It's time for peace

I read this except in a blog by Ray Ortlund today. I think I really like it.

The War Is Over

On December 26, 1944, the Japanese army sent Second Lieutenant Hiroo Onoda to the Philippine island of Lubang. His orders were to fight on indefinitely. Word never reached him several months later when World War II ended. For thirty more years, he went on fighting in the context of a war that existed only in his mind. He lived in hiding, came out at night to steal food from the villages, and even shot at people now and then. 

Ten years into hiding, he found a newspaper article about himself, but he thought it was a trick to get him to surrender. The Philippine government dropped leaflets into the jungle, asking him to come out. They brought loudspeakers in and shouted, “Onoda, the war is over.” One day his own brother stood at the microphone and begged him to give up, but he wouldn’t believe it. Onoda fought on until 1974, when the Japanese government sent in his old commanding officer, Major Taniguchi, who ordered Onoda to surrender. He finally gave up.

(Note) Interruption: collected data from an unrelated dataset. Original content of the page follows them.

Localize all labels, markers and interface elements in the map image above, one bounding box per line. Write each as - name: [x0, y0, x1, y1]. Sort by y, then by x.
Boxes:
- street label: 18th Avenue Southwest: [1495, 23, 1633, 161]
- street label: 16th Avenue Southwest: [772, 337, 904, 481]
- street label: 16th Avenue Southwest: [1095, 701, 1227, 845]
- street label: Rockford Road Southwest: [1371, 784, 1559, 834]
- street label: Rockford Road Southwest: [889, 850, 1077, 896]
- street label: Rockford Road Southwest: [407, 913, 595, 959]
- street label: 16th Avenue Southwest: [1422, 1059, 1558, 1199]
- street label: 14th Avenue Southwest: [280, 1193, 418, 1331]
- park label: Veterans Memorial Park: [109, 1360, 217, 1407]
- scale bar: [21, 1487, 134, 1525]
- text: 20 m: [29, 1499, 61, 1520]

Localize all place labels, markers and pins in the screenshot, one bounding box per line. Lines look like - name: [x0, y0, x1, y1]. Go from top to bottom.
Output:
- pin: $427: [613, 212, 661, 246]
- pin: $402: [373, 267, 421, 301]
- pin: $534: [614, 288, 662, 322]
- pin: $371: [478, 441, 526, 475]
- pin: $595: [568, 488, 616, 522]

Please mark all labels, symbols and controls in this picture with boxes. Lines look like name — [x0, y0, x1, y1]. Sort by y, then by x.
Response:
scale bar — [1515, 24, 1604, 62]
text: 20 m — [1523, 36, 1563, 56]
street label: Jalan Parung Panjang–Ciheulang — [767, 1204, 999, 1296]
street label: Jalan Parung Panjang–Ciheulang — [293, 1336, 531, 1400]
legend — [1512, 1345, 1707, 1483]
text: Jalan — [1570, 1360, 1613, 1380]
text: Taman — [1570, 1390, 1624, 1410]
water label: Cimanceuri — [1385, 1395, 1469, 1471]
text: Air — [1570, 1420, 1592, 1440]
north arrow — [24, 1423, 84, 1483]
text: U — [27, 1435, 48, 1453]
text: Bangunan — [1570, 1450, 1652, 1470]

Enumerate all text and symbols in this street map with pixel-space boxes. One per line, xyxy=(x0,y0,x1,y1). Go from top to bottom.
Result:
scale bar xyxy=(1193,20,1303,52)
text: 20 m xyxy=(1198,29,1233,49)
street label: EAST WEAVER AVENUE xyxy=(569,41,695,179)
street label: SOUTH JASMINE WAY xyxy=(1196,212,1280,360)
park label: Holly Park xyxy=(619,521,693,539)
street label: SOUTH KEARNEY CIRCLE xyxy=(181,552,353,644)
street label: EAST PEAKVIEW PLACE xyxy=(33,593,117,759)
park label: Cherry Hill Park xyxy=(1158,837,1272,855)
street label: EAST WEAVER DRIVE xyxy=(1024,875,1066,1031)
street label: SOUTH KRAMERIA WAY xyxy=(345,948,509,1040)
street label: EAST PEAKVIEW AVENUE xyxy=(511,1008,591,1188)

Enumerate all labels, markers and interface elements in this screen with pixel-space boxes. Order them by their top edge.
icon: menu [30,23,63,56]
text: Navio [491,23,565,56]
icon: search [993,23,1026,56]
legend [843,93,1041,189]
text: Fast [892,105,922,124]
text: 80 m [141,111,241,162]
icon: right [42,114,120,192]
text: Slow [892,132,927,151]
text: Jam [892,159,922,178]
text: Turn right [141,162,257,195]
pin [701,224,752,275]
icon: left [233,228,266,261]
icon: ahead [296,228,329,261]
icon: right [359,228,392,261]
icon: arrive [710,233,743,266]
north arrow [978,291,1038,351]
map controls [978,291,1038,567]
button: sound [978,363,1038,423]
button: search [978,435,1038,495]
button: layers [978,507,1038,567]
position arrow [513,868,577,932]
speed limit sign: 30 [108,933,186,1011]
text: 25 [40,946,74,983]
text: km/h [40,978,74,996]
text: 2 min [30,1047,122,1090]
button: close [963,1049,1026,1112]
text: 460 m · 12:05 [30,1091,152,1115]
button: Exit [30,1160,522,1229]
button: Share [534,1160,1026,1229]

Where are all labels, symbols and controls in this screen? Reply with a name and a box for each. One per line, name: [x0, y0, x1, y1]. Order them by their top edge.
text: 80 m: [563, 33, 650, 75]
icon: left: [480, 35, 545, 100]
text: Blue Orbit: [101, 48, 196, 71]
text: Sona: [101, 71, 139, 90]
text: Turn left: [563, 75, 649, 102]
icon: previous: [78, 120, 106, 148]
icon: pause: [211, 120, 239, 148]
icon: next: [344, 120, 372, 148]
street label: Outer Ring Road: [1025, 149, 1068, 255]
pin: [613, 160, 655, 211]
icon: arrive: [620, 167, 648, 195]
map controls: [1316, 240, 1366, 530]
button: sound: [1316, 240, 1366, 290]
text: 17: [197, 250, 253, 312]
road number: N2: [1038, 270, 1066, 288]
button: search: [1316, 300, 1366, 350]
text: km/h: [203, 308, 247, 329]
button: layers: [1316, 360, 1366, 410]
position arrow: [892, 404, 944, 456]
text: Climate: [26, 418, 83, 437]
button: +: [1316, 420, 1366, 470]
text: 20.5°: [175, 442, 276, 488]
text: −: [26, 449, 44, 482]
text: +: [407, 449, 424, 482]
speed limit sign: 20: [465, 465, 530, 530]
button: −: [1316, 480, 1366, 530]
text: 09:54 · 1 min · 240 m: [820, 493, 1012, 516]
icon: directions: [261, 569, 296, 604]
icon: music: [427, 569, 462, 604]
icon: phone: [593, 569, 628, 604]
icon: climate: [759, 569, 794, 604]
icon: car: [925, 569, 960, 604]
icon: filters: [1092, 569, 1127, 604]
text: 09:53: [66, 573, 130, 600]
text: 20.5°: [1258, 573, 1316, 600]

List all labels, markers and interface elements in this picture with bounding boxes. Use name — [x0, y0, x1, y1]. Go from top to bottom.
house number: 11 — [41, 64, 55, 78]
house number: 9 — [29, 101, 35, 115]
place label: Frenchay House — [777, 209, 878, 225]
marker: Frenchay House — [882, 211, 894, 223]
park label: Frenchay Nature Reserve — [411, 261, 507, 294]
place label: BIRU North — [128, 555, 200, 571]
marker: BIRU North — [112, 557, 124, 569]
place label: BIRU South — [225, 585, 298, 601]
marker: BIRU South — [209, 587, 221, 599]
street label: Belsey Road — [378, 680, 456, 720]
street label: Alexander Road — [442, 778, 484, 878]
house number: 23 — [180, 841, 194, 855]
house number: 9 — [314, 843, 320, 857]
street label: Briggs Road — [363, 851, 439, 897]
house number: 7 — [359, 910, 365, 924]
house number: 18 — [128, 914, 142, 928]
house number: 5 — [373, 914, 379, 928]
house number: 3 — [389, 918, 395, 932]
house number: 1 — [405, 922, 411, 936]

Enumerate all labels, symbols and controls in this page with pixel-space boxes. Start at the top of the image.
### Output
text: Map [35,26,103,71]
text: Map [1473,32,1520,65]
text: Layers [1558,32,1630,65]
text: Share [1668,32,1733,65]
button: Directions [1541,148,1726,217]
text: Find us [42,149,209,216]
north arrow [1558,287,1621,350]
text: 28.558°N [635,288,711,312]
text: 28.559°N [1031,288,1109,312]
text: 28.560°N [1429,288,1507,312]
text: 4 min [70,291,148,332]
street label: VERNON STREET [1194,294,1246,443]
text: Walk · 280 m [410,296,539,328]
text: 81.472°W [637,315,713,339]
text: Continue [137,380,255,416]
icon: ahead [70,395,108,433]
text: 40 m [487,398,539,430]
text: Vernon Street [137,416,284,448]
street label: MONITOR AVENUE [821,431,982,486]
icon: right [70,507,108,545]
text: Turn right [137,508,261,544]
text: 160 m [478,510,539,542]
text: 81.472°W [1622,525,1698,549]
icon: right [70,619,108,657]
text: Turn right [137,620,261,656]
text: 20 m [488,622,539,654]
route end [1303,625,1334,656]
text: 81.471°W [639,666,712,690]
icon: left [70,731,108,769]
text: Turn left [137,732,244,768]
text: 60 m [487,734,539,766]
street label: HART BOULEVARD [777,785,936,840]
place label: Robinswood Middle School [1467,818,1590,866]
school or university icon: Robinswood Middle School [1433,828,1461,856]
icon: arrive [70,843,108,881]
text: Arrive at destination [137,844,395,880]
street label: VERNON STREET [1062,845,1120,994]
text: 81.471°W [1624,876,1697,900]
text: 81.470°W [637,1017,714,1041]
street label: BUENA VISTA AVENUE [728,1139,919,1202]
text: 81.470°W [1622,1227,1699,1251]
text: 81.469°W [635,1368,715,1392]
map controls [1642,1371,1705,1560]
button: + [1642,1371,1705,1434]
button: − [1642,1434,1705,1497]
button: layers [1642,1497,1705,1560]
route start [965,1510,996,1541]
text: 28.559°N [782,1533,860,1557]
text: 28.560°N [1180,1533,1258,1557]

Onoda was trapped in 1945, shut out the good news of peace, and lost thirty years of his life hiding in jungles, loyal to a lost cause. We can be like Onoda today when we trap our thoughts and feelings in a war that God ended long ago.

The night Jesus was born, the angels stepped up to the microphone and shouted, “Peace on earth” (see Luke 2:14). For two thousand years, God has been dropping leaflets of the good news into our jungles. Through his cross, Christ won the victory. Isn’t it time to give up on our ridiculous lost causes, come out of hiding, and start living again? 

God has not only reconciled us to himself, but he has given us the ministry of reconciliation. What are we waiting for? Let’s go make some peace.